WORK INSTRUCTIONS: Pick out all lines in the listing holding the string "absolute" and copy them.

MATERIAL PROVIDED:

────────

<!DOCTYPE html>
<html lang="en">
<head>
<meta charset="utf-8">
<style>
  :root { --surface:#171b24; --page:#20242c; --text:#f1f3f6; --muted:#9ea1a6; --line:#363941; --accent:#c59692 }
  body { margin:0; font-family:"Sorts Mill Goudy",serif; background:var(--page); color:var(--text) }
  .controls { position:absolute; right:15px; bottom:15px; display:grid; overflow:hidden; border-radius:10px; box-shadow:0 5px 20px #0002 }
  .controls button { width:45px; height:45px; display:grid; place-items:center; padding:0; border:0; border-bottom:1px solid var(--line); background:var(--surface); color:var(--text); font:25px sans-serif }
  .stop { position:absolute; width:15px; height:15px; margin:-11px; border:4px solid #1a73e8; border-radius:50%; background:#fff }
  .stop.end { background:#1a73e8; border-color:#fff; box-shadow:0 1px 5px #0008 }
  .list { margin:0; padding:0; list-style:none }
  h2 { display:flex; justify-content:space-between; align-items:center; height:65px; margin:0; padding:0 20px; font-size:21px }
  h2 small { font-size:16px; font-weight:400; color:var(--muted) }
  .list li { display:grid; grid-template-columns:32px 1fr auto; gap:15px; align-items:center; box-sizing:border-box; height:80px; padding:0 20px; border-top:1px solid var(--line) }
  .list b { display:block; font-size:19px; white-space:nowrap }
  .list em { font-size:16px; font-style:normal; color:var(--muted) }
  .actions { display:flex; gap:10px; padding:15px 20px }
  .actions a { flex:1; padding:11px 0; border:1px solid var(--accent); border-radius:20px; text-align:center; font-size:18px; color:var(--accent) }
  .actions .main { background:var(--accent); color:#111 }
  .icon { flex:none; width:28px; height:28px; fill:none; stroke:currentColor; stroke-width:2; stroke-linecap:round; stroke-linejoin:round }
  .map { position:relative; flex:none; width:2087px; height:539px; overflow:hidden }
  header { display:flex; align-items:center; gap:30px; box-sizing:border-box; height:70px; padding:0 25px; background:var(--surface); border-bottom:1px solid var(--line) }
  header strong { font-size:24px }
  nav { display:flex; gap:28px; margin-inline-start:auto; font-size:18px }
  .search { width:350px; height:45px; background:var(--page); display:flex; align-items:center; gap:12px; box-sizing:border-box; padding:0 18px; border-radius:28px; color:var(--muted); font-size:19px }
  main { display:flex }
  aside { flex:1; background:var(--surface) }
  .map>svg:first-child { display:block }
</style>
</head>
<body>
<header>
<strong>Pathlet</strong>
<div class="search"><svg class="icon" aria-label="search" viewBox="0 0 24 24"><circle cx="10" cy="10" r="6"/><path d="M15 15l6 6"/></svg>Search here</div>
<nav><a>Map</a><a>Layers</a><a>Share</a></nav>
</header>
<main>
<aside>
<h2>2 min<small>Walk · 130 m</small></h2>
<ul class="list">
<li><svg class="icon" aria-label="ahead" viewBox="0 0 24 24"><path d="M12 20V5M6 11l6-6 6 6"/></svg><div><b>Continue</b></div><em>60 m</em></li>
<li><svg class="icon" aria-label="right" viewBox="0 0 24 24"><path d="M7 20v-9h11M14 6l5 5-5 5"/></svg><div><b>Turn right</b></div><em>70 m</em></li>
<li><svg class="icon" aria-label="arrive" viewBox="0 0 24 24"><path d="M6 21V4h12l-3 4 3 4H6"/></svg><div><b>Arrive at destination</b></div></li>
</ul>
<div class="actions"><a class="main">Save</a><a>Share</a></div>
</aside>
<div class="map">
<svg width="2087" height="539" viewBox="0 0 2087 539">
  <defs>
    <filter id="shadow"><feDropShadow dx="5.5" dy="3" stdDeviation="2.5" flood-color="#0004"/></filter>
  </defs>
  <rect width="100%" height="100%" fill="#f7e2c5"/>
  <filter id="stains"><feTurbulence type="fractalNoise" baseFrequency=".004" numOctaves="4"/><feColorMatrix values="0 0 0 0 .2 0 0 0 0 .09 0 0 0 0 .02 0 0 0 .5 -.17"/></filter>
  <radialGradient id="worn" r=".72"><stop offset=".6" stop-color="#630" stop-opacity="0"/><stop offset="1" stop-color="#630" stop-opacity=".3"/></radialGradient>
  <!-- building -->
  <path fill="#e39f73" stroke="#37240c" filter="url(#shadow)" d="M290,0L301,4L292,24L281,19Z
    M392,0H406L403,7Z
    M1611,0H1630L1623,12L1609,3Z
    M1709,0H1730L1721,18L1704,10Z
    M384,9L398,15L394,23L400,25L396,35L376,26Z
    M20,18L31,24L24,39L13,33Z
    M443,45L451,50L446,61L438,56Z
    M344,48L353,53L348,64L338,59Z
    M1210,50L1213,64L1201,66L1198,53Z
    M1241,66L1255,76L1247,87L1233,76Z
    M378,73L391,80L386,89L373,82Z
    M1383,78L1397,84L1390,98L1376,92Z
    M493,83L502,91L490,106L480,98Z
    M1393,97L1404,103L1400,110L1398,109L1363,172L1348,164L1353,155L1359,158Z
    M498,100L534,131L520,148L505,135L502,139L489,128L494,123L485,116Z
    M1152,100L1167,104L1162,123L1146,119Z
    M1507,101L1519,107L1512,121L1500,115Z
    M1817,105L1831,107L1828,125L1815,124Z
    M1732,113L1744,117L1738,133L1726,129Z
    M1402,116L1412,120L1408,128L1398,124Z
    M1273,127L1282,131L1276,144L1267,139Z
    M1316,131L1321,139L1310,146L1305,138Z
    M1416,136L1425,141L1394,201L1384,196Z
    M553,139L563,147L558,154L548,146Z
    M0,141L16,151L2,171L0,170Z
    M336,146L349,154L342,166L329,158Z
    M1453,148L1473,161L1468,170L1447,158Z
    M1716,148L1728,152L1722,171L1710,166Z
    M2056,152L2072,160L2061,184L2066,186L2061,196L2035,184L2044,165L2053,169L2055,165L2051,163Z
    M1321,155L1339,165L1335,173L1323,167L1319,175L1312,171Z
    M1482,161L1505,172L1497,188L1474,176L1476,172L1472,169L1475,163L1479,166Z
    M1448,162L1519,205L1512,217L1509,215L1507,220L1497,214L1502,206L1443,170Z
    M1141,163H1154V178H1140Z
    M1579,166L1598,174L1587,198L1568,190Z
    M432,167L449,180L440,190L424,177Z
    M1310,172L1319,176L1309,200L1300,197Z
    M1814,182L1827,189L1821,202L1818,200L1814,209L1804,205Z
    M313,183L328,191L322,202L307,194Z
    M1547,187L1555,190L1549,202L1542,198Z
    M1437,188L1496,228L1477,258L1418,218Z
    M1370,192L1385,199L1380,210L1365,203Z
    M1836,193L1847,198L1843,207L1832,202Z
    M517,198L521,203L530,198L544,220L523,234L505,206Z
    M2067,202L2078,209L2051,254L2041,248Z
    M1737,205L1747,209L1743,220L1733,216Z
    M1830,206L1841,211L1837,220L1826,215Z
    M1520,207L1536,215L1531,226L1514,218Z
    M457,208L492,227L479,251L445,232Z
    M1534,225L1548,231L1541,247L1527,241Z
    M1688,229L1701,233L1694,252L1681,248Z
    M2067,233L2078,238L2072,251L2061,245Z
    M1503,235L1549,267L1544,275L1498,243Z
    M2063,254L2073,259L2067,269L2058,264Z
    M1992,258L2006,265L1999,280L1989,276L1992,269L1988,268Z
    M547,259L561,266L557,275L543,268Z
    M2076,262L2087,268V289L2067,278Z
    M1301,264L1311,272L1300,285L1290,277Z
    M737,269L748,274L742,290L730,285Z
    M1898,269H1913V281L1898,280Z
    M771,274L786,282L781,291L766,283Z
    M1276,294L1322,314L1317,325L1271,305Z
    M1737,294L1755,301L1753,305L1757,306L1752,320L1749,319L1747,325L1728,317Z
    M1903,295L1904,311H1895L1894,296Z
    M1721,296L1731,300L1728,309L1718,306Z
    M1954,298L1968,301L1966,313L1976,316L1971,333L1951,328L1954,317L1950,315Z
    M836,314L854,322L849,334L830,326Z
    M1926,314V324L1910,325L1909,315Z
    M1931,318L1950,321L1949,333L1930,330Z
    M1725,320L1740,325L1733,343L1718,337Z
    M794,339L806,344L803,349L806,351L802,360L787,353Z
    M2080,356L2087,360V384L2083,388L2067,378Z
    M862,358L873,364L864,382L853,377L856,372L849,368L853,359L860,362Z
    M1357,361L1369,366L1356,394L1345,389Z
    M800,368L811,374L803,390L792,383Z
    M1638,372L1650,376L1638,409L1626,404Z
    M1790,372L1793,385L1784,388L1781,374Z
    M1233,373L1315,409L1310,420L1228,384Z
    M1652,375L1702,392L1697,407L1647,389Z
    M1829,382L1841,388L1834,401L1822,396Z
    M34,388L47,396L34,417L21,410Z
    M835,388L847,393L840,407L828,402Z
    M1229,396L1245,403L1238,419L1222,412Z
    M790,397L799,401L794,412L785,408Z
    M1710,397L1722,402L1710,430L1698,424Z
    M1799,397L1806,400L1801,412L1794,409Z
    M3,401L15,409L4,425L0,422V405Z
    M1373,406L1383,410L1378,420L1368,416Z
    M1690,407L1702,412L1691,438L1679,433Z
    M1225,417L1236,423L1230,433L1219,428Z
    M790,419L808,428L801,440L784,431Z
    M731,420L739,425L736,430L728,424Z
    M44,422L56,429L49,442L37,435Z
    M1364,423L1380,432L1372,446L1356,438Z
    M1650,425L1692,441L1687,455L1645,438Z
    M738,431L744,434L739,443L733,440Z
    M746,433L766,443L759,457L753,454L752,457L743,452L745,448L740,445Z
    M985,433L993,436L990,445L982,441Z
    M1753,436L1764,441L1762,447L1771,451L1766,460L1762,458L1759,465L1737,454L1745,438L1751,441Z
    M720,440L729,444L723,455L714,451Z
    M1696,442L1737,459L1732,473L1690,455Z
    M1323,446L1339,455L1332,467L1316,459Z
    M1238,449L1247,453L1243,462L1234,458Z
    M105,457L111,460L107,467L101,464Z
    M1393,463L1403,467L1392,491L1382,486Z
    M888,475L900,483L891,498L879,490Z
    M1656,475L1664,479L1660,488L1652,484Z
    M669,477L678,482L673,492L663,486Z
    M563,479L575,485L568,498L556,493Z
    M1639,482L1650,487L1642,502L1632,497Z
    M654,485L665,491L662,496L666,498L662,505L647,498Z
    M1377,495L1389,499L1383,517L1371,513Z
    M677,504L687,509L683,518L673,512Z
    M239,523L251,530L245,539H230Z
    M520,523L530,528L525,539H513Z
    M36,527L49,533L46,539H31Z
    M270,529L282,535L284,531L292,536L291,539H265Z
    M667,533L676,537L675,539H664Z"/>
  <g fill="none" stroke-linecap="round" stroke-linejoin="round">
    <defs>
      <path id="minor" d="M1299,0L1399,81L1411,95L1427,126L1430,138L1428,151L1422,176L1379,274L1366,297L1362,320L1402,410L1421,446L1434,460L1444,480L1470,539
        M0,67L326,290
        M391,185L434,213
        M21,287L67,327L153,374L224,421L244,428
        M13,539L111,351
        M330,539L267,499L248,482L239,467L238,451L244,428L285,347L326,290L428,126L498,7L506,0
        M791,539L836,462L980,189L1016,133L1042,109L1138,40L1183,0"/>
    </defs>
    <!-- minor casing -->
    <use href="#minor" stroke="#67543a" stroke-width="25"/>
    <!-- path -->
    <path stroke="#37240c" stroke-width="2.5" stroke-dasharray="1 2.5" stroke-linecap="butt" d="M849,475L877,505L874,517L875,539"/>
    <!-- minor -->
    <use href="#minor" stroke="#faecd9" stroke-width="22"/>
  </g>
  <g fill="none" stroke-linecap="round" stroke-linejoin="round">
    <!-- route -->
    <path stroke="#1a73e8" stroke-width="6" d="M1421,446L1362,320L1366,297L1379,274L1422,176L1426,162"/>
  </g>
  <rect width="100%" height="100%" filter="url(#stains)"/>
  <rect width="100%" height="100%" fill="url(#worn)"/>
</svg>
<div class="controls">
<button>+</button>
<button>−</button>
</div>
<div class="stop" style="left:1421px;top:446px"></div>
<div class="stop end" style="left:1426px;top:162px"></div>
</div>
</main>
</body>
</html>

────────

EXERCISE ANSWER:
  .controls { position:absolute; right:15px; bottom:15px; display:grid; overflow:hidden; border-radius:10px; box-shadow:0 5px 20px #0002 }
  .stop { position:absolute; width:15px; height:15px; margin:-11px; border:4px solid #1a73e8; border-radius:50%; background:#fff }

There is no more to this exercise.